Several involved principles relating to state constitutional matters. Pileggi, in addressing one of them, said that when he votes it’s with the presumption that what he is voting for is in accordance with the state constitution. He noted that he receives few constituent comments regarding whether a particular bill is constitutional. Regarding how the state’s unbalanced budgets don’t jibe with the constitutional requirement to have one, he pointed out that budget is based on projected revenue the projection of which, by law, comes solely from the governor’s office, which has quite a bit of leeway to fudge things. He noted in response to a question regarding how out 37 of the 68 House members who voted to call the pension bailout bill unconstitutional then went on to vote for the same bill, that what they were voting to call unconstitutional was a provision placed by the senate to provide for independent analysis of budget revenue projections.
Pileggi said he kept his copy in his desk.
He took quite a bit of grief regarding the pension bailout and legislative and staff salaries.
It was noted that pension costs to the taxpayer will be rising from $500 million per year today to $6 billion in 2015 to $10 billion in 2030.
“We are here to tell you there is no institutional support from the taxpayers to support the existing scheme,” one man said.
Pileggi said that in the next legislative session the issue will be readdressed and he expects an attempt to turn the program into one of defined contributions for new hires. He noted that this will not help the present tax problem, and said that nothing could be done regarding the benefit for existing employees.
A man who had experience in dealing with pension issues in the private sector, however, challenged him on the matter. He told Pileggi that what normally happens is that the trouble plans are terminated and their assets are distributed to beneficiaries who are then placed in plans with defined contributions.
Pileggi asked to speak to the man after the meeting.
And he did.
Pileggi was confronted with the fact that there were 2,200 staffers for 203 house members and 900 staffers for 50 senators and more than 70 of them have salaries of over $100,000.
“We will reduce the number of staffers,” Pileggi promised. “Absolutely.”
Pileggi, when challenged, said his salary as majority leader was $110,000. He attempted to figure his pension but could not remember the formula. According to Commonwealth Foundation it would be 3.3 percent of his last year salary times years in office. Pileggi took office in 2002 so his pension would be $29,040 as of now.
“I’m not in the position for the compensation,” he said.
Regarding a question concerning teacher strikes, Pileggi said he was against the right for teachers to strike but thought that ending it might be complicated. It was pointed out that, that would not be case as most states do not grant teachers the right to strike and in Pennsylvania the teachers had no such right before 1970, a fact of which he seemed unaware. Pileggi said he would look into it.

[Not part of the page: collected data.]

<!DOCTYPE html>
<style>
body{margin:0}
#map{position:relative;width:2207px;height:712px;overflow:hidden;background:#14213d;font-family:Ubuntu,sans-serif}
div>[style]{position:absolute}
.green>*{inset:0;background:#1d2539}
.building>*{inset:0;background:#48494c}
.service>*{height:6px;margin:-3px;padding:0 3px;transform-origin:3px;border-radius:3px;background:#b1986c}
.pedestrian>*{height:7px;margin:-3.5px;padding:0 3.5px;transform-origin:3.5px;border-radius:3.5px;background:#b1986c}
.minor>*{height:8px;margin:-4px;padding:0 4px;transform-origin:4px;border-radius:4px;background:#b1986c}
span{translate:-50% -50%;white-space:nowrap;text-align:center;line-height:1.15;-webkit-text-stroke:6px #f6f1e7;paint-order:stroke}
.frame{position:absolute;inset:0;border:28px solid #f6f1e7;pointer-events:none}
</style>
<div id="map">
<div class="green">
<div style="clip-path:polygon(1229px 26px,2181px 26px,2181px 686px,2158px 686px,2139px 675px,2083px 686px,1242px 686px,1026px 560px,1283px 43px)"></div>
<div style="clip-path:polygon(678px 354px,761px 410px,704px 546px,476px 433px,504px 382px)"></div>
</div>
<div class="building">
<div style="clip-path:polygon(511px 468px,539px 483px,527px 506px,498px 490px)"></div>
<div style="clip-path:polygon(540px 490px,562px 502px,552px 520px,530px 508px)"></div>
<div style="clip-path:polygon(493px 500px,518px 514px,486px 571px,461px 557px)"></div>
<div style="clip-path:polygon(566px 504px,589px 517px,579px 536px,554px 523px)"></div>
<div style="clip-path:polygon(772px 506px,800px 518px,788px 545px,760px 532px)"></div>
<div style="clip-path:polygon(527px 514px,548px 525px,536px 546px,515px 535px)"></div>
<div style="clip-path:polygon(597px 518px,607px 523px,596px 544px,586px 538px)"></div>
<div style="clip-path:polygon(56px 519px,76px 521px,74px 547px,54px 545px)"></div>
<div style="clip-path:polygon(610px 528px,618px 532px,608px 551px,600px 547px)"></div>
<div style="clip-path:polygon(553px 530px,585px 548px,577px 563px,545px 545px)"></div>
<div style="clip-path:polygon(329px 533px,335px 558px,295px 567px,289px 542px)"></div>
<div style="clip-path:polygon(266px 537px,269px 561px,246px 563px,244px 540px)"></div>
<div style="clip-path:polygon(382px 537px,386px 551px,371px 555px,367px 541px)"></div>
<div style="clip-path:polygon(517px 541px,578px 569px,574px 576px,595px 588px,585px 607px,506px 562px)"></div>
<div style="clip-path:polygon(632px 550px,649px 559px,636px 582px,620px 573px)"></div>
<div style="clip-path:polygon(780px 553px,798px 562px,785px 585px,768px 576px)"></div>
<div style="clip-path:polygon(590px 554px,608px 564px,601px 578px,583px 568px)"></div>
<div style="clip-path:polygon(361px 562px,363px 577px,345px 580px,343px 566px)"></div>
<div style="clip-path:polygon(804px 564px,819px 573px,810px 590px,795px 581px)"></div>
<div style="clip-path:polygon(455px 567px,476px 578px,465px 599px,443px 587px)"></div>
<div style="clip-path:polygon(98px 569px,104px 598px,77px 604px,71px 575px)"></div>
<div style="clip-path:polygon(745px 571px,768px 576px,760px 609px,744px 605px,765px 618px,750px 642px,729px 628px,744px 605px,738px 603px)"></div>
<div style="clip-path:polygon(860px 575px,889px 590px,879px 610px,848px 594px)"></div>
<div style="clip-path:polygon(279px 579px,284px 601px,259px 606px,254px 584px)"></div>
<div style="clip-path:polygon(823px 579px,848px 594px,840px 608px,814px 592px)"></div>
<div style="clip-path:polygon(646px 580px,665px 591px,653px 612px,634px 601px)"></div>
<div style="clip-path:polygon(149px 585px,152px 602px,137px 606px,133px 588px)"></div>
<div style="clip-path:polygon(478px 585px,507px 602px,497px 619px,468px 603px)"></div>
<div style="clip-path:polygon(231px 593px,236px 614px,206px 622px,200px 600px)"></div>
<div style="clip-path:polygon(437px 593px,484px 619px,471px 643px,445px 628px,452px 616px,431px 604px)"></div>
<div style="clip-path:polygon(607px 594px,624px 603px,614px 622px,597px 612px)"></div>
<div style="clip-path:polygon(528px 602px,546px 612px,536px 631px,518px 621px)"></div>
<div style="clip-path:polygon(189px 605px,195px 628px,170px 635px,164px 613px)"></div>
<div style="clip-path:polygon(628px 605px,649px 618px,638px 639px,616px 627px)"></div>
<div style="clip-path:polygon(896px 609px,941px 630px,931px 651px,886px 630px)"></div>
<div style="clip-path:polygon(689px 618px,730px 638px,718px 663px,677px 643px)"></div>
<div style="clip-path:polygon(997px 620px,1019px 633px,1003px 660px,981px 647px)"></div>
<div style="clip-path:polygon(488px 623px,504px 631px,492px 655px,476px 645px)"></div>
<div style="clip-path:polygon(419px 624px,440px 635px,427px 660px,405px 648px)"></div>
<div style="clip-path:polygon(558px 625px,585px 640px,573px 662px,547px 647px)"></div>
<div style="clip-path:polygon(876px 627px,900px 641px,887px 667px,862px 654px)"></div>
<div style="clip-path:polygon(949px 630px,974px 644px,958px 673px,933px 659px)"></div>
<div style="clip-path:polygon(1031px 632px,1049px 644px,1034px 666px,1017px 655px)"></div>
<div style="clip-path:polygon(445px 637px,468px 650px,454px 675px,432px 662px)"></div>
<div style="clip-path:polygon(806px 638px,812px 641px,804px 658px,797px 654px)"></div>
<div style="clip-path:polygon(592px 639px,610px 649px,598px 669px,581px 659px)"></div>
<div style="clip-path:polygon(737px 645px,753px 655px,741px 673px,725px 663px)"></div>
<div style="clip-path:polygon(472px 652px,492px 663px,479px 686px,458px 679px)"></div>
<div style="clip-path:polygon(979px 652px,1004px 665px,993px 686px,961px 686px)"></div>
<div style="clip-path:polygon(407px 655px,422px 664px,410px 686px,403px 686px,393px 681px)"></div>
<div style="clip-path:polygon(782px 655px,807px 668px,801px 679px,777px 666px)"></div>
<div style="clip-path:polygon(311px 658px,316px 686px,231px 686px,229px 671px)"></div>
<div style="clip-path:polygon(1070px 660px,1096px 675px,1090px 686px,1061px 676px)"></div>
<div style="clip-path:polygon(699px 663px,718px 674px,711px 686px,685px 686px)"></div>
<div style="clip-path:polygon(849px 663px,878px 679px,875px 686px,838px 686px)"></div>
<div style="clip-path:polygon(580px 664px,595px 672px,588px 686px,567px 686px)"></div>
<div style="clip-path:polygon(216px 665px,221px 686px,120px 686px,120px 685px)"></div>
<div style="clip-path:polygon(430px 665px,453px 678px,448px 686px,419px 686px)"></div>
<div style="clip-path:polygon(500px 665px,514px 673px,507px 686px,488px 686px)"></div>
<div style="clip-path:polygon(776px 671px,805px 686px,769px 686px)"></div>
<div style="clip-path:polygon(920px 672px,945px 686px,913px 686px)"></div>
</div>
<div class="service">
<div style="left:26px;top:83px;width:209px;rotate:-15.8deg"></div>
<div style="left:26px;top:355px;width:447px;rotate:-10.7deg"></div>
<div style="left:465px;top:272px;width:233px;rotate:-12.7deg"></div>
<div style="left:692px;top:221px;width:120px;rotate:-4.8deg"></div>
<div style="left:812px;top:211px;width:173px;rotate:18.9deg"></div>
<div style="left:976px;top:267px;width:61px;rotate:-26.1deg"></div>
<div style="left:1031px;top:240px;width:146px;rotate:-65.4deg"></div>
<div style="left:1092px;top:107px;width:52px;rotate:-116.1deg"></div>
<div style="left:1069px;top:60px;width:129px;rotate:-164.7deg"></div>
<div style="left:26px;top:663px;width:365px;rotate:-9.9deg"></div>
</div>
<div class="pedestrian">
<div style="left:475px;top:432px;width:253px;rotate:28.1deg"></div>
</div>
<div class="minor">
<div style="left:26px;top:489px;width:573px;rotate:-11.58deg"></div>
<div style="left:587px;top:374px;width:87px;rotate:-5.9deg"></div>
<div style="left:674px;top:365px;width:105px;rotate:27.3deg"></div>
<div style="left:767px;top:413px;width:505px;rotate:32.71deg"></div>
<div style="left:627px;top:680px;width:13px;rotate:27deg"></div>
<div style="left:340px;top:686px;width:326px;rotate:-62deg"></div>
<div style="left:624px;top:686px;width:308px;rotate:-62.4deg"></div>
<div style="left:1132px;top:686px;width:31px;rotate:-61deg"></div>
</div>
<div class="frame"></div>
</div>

He was asked by a union member if he supported “right to work” laws. These are laws that would prohibit requirements that one must be a union member to work at a plant organized by a union. Pileggi ducked it in a way that would give Sugar Ray Leonard a case of envy.
He said it was unfair to make a person pay union dues but it was wrong that a person not paying the dues should get paid the rate of a contract negotiated by the union.
He was asked what he thought of the Tea Party movement.
“I think the Tea Party is fabulous,” he said.